Шрифт:
Интервал:
Закладка:
– Работает!
Короткое, но ёмкое слово эхом отразилось от стен Форта.
– И так можно продать всё? – почти шёпотом спросил Утюг, но был услышан всеми.
– Всё, что согласятся купить, – уточнил Майно, понимая, что взял семью за жабры. И тихо добавил: – Лебра, готовься.
– К чему?
А в следующий миг младший близнец понял, к чему: Шапки ломанулись к столику с таким напором, что, если бы предусмотрительный Майно не приказал возвести подиум, обязательно снесли бы столик в приступе неистовой жадности.
– У меня телефоны есть!
– У меня башмаки военные!
– Наушники модные!
– Покрышки зимние!
– Ножи и вилки!
– Другие телефоны…
– Соблюдайте очередь! Влезайте ко мне по одному.
– И товар, товар показывайте! – распорядился Майно. – Пока не увидим товар – на продажу ничего выставлять не будем.
Часть дикарей бросилась в подвалы и казармы, видимо, за товаром, но толпа вокруг подиума всё равно оставалась весьма плотной. Майно улыбался, представляя, как уделает Урбека, Кувалда радостно потирал руки, представляя поток денег в семейную казну, Копыто отмечал удачную сделку, а среди заговорщиков воцарилось понятное уныние.

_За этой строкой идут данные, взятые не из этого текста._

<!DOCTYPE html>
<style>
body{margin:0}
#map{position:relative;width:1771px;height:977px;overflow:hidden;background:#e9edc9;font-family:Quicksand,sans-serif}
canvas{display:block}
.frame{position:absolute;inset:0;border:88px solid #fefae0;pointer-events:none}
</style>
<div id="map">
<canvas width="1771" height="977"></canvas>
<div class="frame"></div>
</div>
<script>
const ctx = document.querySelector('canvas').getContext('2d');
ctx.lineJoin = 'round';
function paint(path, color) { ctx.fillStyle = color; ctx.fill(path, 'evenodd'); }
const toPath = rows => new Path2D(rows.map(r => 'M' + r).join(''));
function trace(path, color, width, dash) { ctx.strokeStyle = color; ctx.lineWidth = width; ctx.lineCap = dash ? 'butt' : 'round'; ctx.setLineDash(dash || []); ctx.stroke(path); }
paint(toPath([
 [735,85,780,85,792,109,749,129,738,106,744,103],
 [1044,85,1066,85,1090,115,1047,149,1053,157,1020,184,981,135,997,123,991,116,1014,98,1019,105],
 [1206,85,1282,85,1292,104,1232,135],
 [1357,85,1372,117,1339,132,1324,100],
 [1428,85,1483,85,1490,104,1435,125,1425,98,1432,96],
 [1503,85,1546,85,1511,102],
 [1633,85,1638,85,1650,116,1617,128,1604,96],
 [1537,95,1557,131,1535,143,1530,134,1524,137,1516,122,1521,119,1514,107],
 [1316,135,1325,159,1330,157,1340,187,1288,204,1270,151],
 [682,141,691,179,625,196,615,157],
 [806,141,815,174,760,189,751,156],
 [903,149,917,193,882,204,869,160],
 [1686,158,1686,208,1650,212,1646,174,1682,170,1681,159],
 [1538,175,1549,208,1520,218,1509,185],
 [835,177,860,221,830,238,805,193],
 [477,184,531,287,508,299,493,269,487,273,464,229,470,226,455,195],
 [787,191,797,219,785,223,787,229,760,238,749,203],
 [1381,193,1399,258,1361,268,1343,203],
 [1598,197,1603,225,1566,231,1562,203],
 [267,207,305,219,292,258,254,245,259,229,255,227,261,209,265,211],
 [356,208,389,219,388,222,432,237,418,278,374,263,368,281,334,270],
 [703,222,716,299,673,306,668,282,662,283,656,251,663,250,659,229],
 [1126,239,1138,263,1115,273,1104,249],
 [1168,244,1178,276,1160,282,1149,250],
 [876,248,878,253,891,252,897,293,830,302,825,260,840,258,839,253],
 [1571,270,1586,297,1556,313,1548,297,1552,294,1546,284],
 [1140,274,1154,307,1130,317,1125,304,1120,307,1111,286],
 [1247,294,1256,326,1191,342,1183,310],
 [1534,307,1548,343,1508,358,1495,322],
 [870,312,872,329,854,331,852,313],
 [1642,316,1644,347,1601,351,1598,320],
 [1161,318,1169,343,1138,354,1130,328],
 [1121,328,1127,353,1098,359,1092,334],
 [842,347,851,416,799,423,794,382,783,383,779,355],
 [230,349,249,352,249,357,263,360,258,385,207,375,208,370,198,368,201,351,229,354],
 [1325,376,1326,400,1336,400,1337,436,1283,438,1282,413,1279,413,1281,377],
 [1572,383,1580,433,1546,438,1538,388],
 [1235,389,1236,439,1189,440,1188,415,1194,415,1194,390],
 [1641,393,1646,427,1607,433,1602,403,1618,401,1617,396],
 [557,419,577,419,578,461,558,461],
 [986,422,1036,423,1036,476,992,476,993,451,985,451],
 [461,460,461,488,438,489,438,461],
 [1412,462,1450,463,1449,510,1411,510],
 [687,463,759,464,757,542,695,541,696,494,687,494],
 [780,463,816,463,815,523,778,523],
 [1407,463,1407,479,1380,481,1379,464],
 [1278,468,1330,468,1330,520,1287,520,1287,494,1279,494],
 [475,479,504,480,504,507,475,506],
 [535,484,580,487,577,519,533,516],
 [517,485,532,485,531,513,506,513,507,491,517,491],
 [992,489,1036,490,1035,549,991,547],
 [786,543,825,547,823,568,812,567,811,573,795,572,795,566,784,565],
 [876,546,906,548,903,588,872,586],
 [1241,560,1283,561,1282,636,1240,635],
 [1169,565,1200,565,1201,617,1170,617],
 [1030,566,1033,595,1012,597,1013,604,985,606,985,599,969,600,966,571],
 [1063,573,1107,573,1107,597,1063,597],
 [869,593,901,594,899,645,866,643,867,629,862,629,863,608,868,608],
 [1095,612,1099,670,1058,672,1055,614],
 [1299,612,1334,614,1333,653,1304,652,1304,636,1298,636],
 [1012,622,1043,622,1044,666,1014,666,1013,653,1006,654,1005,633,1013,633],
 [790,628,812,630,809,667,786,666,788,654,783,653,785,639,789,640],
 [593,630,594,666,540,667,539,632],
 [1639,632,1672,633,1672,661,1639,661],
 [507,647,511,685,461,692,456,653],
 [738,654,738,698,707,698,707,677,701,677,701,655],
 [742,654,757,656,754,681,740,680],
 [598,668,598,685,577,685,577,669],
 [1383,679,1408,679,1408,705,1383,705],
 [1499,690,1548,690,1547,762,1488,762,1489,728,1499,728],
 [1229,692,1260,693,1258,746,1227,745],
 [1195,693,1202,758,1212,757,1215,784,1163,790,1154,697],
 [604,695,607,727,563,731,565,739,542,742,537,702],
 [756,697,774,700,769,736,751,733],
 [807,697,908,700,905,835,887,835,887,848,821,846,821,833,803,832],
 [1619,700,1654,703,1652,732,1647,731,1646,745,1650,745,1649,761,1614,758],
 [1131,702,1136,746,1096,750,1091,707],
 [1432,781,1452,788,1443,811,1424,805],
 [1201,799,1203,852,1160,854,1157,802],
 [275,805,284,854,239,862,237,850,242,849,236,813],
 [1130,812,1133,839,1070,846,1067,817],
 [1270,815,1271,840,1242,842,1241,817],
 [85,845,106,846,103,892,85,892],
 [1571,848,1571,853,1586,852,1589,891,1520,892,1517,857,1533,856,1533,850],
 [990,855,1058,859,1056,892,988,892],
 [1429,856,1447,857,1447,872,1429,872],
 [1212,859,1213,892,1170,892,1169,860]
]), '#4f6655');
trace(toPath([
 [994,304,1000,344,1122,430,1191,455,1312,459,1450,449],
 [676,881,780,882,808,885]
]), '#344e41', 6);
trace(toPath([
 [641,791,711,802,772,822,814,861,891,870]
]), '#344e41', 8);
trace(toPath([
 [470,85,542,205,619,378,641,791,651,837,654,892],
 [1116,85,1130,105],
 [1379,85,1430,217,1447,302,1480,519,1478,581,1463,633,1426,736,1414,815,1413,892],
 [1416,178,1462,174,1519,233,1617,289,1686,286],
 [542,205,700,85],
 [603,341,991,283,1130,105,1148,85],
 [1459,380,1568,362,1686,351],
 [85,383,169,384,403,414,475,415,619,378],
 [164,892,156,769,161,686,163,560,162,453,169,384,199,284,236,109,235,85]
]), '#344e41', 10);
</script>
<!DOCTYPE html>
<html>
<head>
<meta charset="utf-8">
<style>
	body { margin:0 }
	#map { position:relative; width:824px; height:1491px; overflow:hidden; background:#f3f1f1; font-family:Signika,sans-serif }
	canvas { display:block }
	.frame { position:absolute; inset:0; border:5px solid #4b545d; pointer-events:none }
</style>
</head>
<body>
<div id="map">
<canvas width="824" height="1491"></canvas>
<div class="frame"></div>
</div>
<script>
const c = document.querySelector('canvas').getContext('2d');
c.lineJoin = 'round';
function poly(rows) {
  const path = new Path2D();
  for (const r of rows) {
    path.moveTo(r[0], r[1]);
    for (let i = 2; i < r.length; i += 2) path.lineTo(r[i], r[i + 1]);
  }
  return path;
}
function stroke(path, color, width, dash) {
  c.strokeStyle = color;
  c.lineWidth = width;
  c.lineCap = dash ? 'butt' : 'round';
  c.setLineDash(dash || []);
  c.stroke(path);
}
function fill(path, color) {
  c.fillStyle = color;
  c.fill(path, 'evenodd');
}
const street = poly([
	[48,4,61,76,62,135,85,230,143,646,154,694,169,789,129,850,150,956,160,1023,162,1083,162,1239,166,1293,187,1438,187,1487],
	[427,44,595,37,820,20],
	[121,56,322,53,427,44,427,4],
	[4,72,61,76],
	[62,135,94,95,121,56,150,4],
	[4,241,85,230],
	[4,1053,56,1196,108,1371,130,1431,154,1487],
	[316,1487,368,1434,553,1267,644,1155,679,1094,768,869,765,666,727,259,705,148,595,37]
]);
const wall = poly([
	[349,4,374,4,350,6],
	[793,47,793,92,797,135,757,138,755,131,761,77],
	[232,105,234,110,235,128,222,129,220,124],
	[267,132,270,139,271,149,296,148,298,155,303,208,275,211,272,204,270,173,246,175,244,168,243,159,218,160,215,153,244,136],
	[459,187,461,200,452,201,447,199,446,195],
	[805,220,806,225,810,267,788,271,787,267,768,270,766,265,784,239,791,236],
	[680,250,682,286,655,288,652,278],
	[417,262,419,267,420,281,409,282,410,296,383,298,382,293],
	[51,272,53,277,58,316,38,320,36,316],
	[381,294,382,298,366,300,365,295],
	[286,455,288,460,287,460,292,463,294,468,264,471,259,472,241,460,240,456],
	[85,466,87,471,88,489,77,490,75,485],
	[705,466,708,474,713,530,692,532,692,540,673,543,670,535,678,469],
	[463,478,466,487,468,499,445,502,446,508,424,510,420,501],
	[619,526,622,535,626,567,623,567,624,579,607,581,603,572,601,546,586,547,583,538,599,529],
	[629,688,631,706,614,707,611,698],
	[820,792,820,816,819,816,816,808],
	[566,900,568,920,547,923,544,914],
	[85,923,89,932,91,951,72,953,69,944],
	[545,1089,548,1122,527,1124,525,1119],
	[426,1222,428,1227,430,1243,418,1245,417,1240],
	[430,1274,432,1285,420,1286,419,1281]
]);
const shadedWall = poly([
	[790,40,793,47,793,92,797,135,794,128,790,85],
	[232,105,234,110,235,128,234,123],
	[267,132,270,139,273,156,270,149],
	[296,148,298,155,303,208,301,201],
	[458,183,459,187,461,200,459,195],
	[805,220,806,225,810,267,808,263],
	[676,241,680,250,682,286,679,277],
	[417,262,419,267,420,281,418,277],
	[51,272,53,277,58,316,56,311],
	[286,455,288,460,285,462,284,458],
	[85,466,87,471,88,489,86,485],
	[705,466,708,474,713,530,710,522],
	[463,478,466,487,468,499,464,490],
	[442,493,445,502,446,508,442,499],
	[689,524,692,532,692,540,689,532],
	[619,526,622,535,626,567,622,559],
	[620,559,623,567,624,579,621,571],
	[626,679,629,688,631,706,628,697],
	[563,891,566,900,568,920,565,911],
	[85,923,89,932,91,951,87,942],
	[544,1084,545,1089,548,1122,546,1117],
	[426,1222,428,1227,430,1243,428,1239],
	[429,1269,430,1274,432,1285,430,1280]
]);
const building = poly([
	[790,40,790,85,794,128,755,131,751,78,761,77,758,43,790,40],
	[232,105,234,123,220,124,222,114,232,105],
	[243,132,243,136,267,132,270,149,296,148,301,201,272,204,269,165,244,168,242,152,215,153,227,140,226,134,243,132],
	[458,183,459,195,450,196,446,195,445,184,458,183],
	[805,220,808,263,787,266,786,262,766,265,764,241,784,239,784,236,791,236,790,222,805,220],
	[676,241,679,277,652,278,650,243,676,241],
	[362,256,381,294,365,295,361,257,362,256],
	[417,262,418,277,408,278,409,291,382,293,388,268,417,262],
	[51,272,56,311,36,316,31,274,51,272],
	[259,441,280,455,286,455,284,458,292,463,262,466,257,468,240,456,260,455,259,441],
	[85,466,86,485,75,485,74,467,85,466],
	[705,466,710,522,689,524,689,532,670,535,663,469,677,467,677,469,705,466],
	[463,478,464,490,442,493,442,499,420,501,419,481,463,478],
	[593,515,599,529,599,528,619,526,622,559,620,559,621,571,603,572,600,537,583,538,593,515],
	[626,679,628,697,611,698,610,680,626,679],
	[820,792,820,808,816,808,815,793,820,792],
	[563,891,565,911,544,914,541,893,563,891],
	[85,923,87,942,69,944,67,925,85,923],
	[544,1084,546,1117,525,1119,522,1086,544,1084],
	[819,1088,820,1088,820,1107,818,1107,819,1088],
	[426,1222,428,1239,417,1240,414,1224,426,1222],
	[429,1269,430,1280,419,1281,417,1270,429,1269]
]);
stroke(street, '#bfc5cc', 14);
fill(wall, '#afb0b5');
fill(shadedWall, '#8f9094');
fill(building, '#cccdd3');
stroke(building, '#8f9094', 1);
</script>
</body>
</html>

– Ловко, – оценил Абажур, разглядывая увлечённых электронной коммерцией сородичей.
– Так они забудут, что он умирает, – вздохнула Маманя.
– Деньги творят чудеса.
Дикари не отличались особенной сообразительностью, но явно вступятся за того, кто повысил их доходы. Вечной благодарности, разумеется, ждать не приходилось, но пару недель Шапки точно станут прославлять мудрого фюрера и постепенно забудут и о его «смертельной» болезни, и о необходимости выбрать преемника.
– Что будем делать? – поинтересовался Гнилич.
Абажур мысленно приготовился признать поражение, но, к его удивлению, Маманя имела на этот счёт иное мнение:
– Есть одна мысль… – пробормотала она, недовольно разглядывая счастливого Кувалду. – Нужно кое-куда съездить…
* * *
муниципальный жилой дом
Москва, Северный бульвар,
3 июля, воскресенье, 10:01
Как это ни странно, старуха успела среагировать на вторжение.
И хотя Антон ухитрился выломать хлипкую дверь с одного удара, а затем, направляемый гипнотическими подсказками Шеры, быстро добрался до спальни, жертва встретила его на ногах.
«Потому что в ней сидит зверь!»
Ничем другим объяснить такую прыть Буторин не мог.
Что же касается несчастной старухи, то она не только проснулась и поняла, что за беда нагрянула, но даже приготовилась отбиваться: увидев ворвавшегося в спальню Антона, женщина завизжала и бросила в него ночник – от него Буторин увернулся. Попыталась ударить тростью – он перехватил руку. И тогда старуха царапнула Антона по щеке.
Больше ничего не успела, потому что в следующий миг Буторин воткнул ей в живот нож – неловко и жестоко. Женщина всхлипнула, с ненавистью глядя на убийцу, Антон повалил её на кровать и вновь занёс над головой клинок…
///
Он прекрасно выспался. Впервые за несколько дней.
Он встал в замечательном расположении духа. Впервые за несколько дней.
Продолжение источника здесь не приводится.